_Entries supplied_:
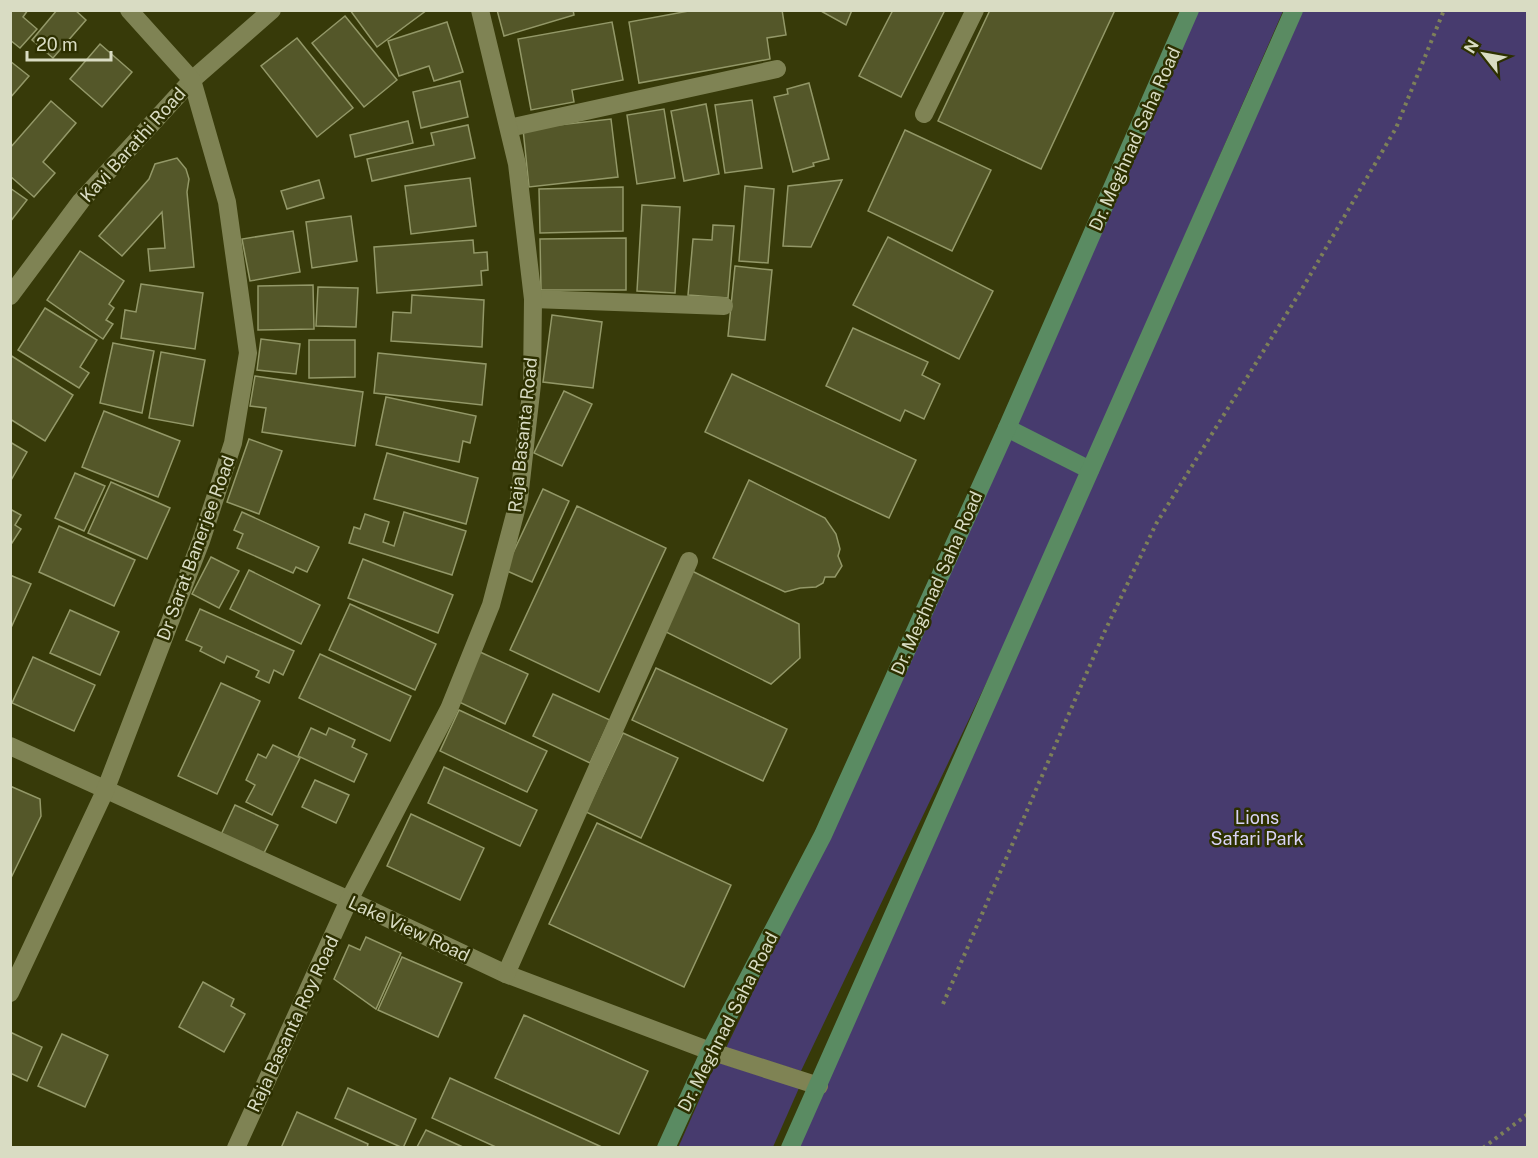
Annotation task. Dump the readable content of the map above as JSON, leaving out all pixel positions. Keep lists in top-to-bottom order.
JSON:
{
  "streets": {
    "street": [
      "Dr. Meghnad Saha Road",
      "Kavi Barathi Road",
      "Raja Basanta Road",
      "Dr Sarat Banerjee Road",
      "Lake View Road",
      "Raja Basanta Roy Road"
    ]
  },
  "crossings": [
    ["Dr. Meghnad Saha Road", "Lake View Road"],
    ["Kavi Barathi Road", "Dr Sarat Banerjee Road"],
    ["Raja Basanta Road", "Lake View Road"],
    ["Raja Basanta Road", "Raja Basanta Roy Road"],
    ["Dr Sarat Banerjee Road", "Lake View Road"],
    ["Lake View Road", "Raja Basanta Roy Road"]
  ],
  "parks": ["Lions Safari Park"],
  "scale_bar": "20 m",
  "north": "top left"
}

_Task_:
Word for word, copy out each record; do not include pictures.

_Answer to this task_:
Annotation task. Dump the readable content of the map above as JSON, leaving out all pixel positions. Keep lists in top-to-bottom order.
JSON:
{
  "streets": {
    "street": [
      "Dr. Meghnad Saha Road",
      "Kavi Barathi Road",
      "Raja Basanta Road",
      "Dr Sarat Banerjee Road",
      "Lake View Road",
      "Raja Basanta Roy Road"
    ]
  },
  "crossings": [
    ["Dr. Meghnad Saha Road", "Lake View Road"],
    ["Kavi Barathi Road", "Dr Sarat Banerjee Road"],
    ["Raja Basanta Road", "Lake View Road"],
    ["Raja Basanta Road", "Raja Basanta Roy Road"],
    ["Dr Sarat Banerjee Road", "Lake View Road"],
    ["Lake View Road", "Raja Basanta Roy Road"]
  ],
  "parks": ["Lions Safari Park"],
  "scale_bar": "20 m",
  "north": "top left"
}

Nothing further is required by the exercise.